There's a new phrase for the very top layer of luxury in the car world. "Pinnacle cars" are the diamond-quilted, champagne-fluted versions of, you know, everyday luxury cars.
A Benz S-Class isn't good enough to qualify. Make it a Maybach. Better yet, make it a Pullman.
A Phantom? Fine, for starters. You do have a custom paint color in mind, don't you?
At Bentley, the pinnacle car is the Mulsanne. It's a sedan with the pedigree and performance to claim best-in-class status, if not best-in-world.
With rivals like those, that's no easy claim to make. Bentley's pressing the claim, convincingly, with an updated Mulsanne range for 2017. New to the lineup are a long-wheelbase model, a very exclusive and even longer-wheelbase model, and new technology on the safety and infotainment fronts.
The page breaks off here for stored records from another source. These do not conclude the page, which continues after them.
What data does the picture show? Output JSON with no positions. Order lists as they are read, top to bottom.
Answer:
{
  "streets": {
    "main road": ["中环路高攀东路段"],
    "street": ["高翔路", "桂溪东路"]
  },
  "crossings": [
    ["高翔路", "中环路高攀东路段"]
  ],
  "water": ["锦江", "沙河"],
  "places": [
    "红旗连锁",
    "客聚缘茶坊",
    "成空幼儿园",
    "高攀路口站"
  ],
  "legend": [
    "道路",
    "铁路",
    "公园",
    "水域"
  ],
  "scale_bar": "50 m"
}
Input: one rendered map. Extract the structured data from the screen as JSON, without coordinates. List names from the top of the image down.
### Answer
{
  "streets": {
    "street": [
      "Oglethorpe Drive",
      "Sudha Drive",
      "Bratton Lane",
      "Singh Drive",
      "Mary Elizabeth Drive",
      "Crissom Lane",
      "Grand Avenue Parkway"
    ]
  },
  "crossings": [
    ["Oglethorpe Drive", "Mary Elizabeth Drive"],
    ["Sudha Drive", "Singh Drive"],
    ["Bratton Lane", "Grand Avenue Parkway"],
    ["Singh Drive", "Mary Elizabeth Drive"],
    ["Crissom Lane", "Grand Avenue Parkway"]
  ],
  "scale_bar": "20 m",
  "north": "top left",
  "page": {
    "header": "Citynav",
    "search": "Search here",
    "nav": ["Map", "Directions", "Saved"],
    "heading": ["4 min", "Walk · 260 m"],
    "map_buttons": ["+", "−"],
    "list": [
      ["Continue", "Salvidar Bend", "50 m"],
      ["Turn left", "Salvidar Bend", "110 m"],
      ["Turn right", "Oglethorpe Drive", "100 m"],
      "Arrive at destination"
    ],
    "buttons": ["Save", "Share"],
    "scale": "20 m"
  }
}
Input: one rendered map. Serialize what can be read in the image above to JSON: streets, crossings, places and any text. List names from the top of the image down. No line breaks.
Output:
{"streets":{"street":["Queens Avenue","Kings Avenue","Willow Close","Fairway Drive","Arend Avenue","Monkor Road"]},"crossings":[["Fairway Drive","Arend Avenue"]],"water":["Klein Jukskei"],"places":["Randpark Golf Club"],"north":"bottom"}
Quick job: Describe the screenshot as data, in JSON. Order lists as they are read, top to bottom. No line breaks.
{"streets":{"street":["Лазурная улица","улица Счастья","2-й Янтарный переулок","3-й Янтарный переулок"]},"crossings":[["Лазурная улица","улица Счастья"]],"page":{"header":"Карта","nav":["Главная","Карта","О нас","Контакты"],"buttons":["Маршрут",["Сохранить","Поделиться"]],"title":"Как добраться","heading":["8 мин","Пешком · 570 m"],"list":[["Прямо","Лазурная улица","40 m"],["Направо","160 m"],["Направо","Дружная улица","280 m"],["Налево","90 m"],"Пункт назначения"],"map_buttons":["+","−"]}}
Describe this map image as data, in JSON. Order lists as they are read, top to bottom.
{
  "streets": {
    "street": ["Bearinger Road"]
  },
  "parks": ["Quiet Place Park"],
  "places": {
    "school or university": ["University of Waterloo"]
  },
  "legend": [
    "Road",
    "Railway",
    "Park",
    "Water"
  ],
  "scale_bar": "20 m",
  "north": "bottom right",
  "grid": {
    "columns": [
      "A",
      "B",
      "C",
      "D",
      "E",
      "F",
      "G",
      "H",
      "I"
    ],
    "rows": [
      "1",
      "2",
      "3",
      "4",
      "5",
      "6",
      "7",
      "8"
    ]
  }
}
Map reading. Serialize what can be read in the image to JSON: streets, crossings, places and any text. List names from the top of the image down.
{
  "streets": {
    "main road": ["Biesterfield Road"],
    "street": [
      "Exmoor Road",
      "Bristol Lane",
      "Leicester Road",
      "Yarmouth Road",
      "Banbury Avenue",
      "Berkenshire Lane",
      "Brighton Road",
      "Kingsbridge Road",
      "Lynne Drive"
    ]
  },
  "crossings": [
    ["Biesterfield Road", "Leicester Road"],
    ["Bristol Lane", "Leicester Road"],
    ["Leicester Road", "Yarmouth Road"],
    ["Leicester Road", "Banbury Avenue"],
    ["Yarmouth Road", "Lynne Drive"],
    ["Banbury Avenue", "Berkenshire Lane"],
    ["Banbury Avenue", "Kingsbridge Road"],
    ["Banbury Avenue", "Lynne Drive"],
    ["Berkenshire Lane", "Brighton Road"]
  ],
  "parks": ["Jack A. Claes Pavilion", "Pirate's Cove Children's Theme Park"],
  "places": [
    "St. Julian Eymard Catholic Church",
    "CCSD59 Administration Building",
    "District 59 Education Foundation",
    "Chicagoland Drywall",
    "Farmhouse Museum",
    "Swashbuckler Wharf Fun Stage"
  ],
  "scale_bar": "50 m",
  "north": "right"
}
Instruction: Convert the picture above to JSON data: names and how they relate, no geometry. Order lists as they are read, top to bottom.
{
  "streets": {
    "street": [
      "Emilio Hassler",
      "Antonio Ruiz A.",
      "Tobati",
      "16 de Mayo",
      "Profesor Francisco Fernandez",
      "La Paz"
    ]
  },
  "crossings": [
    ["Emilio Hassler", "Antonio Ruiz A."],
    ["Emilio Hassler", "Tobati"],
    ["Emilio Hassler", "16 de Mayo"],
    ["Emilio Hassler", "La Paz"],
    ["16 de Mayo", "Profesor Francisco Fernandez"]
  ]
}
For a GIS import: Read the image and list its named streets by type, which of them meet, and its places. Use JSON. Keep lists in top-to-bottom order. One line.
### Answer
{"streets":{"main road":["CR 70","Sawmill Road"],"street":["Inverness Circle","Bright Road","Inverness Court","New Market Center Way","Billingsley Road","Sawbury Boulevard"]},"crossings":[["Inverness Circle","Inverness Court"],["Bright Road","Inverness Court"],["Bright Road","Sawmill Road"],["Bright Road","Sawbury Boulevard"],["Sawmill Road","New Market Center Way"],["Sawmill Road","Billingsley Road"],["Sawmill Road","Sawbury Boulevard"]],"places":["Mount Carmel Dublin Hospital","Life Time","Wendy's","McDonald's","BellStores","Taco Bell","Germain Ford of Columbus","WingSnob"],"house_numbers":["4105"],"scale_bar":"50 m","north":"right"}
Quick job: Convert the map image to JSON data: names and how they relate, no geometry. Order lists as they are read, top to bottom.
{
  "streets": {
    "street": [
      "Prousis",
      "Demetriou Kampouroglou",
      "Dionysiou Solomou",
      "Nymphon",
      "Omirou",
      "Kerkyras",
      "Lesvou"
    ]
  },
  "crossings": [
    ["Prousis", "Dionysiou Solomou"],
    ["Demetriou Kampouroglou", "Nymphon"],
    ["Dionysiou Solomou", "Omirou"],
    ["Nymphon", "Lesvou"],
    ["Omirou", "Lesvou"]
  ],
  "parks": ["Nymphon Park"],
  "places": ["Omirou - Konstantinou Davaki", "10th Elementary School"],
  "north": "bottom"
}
The world got a first look at the newly revamped sedan at this week's 2016 Geneva Motor Show. Motor Authority went to Crewe last month for an in-depth look at the new Mulsanne, behind the scenes at the Crewe factory that hand-crafts and robot-welds the brand's peak four-door.
Assembled under the same roof as Continentals and Flying Spurs and Bentayga SUVs, the Mulsanne has one of the more distinctive launching pads in the automotive world. In a world where churning out mass-market cars can take as few as 17 hours, the Mulsanne can take up to 400 hours. Still, it's a benchmark of efficiency.
Much of its body is built with the most advanced technology available today. Aluminum and steel are glued and riveted and welded together without any human input.
The Mulsanne also has more hand-crafted content than just about every other vehicle made by a major manufacturer. That's what takes up those extra 383 hours.
In its spotlessly clean production lab, modern technology blends in with its Etsy analogue. Robots weld aluminum body sections together, while craftspeople braze metal panels together to create the Mulsanne's elegant roofline, or spend weeks composing the wood and leather trim that wraps the Mulsanne interior to the buyer's whim.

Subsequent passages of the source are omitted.